The government could look at introducing new sectoral regulations or amending existing ones to allow entities such as banks and mobile companies to continue using the Aadhaar number for faster authentication and customer acquisition.
Such use has been banned by the Supreme Court ruling that struck down parts of Section 57 of the Aadhaar Act that allow sharing of data in this manner. Inter-ministerial consultations will be held to evaluate the government’s options.
Hours after the judgement was pronounced by the Supreme Court, FM Arun Jaitley said it was his preliminary understanding that Aadhaar use by private entities “pursuant to a contract” wasn’t permitted but that may not be the case if there is legislative support.
“My generic answer would be, on private entities, it needs to be backed by law. We have to see what is the rationale that they have given — that’s my understanding,” he said. “I have not had a detailed reading of the judgement yet.
Therefore, (in the case of) prohibited areas, don’t assume that are perpetually prohibited. They could be procedurally prohibited or prohibited as such.” The government will stay away from forbidden areas, the minister said. “What are prohibited areas, the government has no option. I am quite happy with permitted areas rather than be worried about the prohibited areas,” he said.
DON’T PANIC: PRASAD TO FINTECH COS
“The government has every intention to go exactly by this judgement. This judgement is the law declared. It will be followed. Wherever some follow-up action is to be taken in terms of rules being made or legislation being made, the government has the option,” Jaitley said.

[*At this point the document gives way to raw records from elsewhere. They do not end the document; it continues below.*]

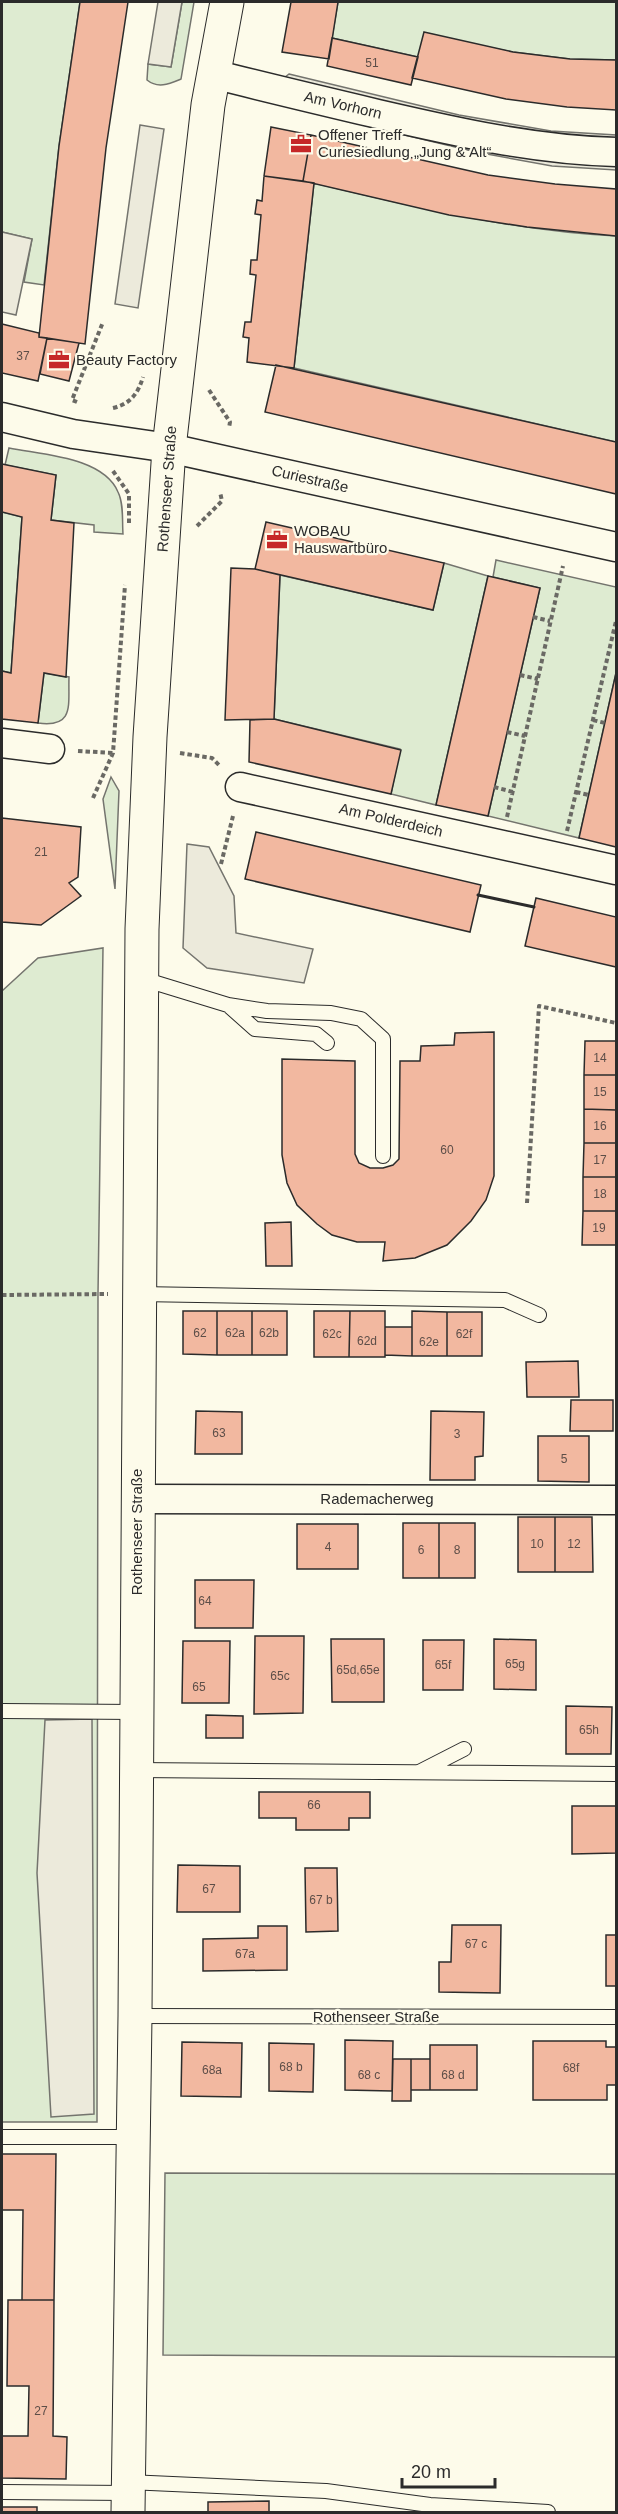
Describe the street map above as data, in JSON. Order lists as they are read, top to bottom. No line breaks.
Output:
{"streets":{"street":["Am Vorhorn","Curiestraße","Rothenseer Straße","Am Polderdeich","Rademacherweg"]},"crossings":[["Am Vorhorn","Rothenseer Straße"],["Curiestraße","Rothenseer Straße"],["Rothenseer Straße","Rademacherweg"]],"places":{"office":["Offener Treff Curiesiedlung „Jung & Alt“","Beauty Factory","WOBAU Hauswartbüro"]},"house_numbers":["51","37","21","14","15","16","60","17","18","19","62","62a","62b","62c","62f","62d","62e","63","3","5","10","12","4","6","8","64","65g","65f","65d,65e","65c","65","65h","66","67","67 b","67 c","67a","68 b","68f","68a","68 c","68 d","27"],"scale_bar":"20 m"}
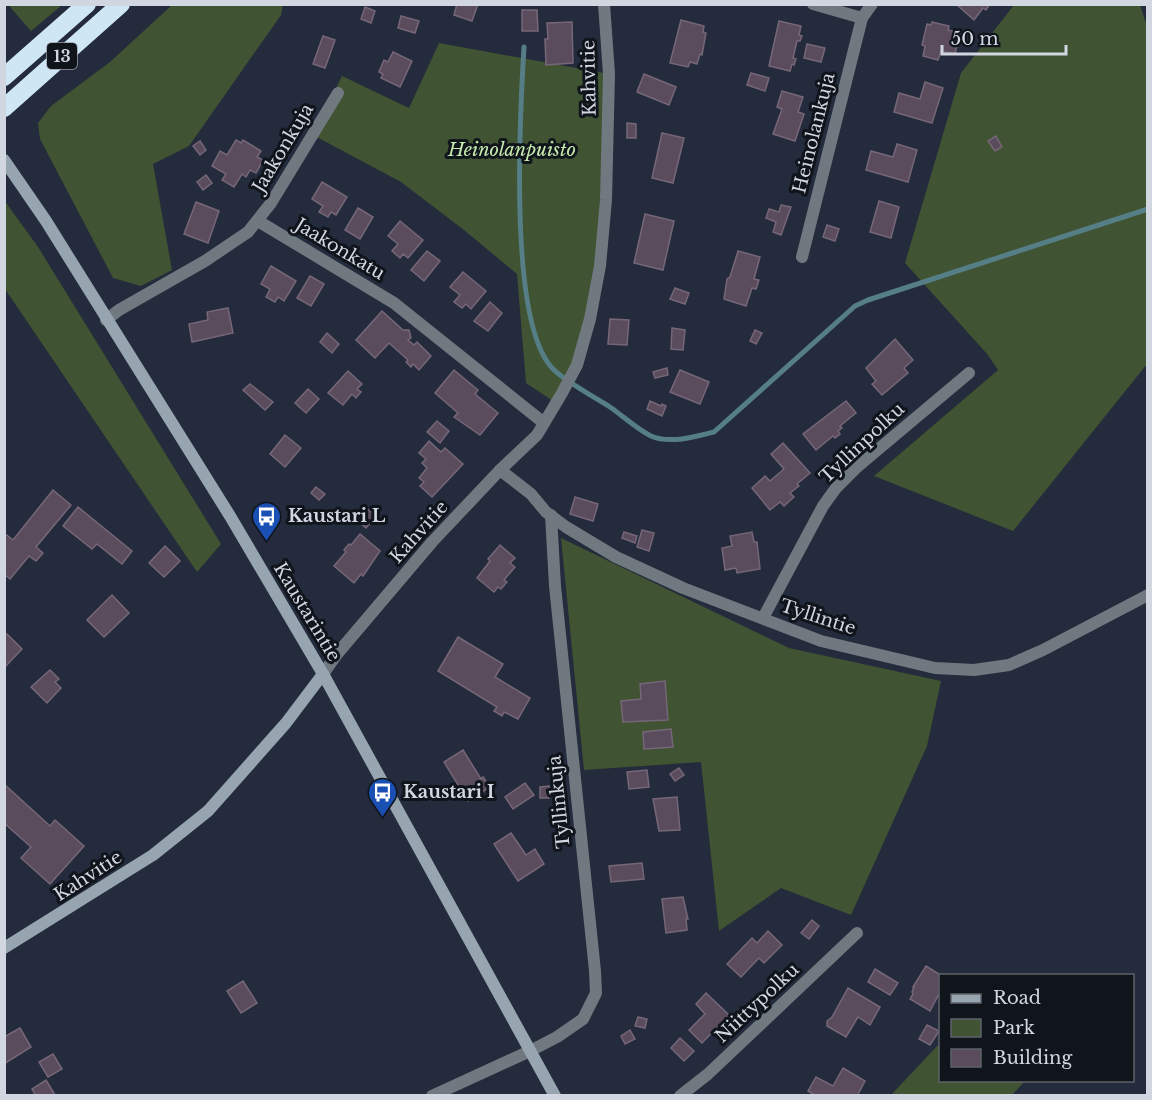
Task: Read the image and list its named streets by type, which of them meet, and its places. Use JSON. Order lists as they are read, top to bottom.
{
  "streets": {
    "highway": ["13"],
    "street": [
      "Kahvitie",
      "Heinolankuja",
      "Jaakonkuja",
      "Jaakonkatu",
      "Tyllinpolku",
      "Kaustarintie",
      "Tyllintie",
      "Tyllinkuja",
      "Niittypolku"
    ]
  },
  "crossings": [
    ["Kahvitie", "Jaakonkatu"],
    ["Kahvitie", "Kaustarintie"],
    ["Kahvitie", "Tyllintie"],
    ["Jaakonkuja", "Jaakonkatu"],
    ["Tyllinpolku", "Tyllintie"],
    ["Kaustarintie", "Tyllinkuja"],
    ["Tyllintie", "Tyllinkuja"]
  ],
  "parks": ["Heinolanpuisto"],
  "places": {
    "bus stop": ["Kaustari L", "Kaustari I"]
  },
  "legend": ["Road", "Park", "Building"],
  "scale_bar": "50 m"
}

Ravi Shankar Prasad, union minister for electronics and IT, law and justice, said that the court had struck down only a portion of Section 57 that referred to “contracts”. “There will be proper inter-ministerial consultation over issues of human resource ministry on use by CBSE (Central Board of Secondary Education), and other educational institutions, finance ministry on the use by banks, and the telecom ministry on use by mobile companies,” he said. After “widest consultation possible,” if some corrective measures are required to be taken, the government will take them.
Prasad also urged the fintech industry not to “panic” over the ruling. Unique Identification Authority of India (UIDAI) CEO Ajay Bhushan Pandey said the judgement was a victory for Aadhaar. By disallowing the disclosure of Aadhaar data on national security grounds, barring its use by private companies without the backing of law and prohibiting illegal immigrants from getting a UID number, Aadhaar had been strengthened, he said. The UIDAI administers Aadhaar.
“Any new sectoral rule will have to fulfil the test of proportionality, necessity and legitimate aim of the state and have the backing of the law in order to be valid,” he said. “If the Aadhaar Act has been deemed constitutional, then Aadhaar can be used as an identity on a voluntary basis, wherever the person wants to use his identity — this is our understanding.” The Justice BN Srikrishna committee’s recommendations on the data protection law had a similar view, he said.
“What the majority judgement says for Section 57 has also been addressed in the Justice Srikrishna report, which says that anywhere that Aadhaar has to be put on a mandatory basis, it has to have a backing of the law, and that is the essence of this majority judgement too,” Pandey said. He said the Srikrishna report had recommended that the Aadhaar Act could be amended to allow its use by private entities.
RS Sharma, former UIDAI head and current chairman of the Telecom Regulatory Authority of India (Trai), welcomed the verdict. “As someone who has had some role to play in the initial design and implementation of Aadhaar historically, I feel extremely happy and vindicated with the Supreme Court order that has underlined that Aadhaar is completely secure,” he said. “That is what I had maintained after my Twitter challenge as well. Not even a single biometric data has been hacked into in the eight-nine years that Aadhaar has been in existence.”
Sharma had previously issued a challenge to critics of the system to try and hack his Aadhaar. “Aadhaar doesn’t violate privacy, Aadhaar empowers the marginalised and is at the centre of public service delivery,” Sharma said. “There are some riders, which relate to application in various sectors, on which the court has given the verdict and I have no view on that.”
Jaitley defended the passage of the Aadhaar Act as a money bill, which dissenting judge DY Chandrachud had characterised as a fraud on the Constitution. “A money bill can only be brought as a money bill,” Jaitley said. “A finance bill cannot be brought as anything other than a money bill and as a money bill it runs another risk. If a normal legislation bill falls, the government doesn’t resign. If a money bill falls, the government has to resign. Therefore, the government takes a risk.” Aadhaar .
“It is a historic judgement and the whole concept of unique identity number that has been accepted after judicial review is an extremely welcome decision,” Jaitley said. “There are now 122 crore people in India who have Aadhaar cards and our estimation is that by identifying beneficiaries of government schemes and ensuring that there are no fake or duplicate or non-existent beneficiaries, we are already saving Rs 90,000 crore every year.”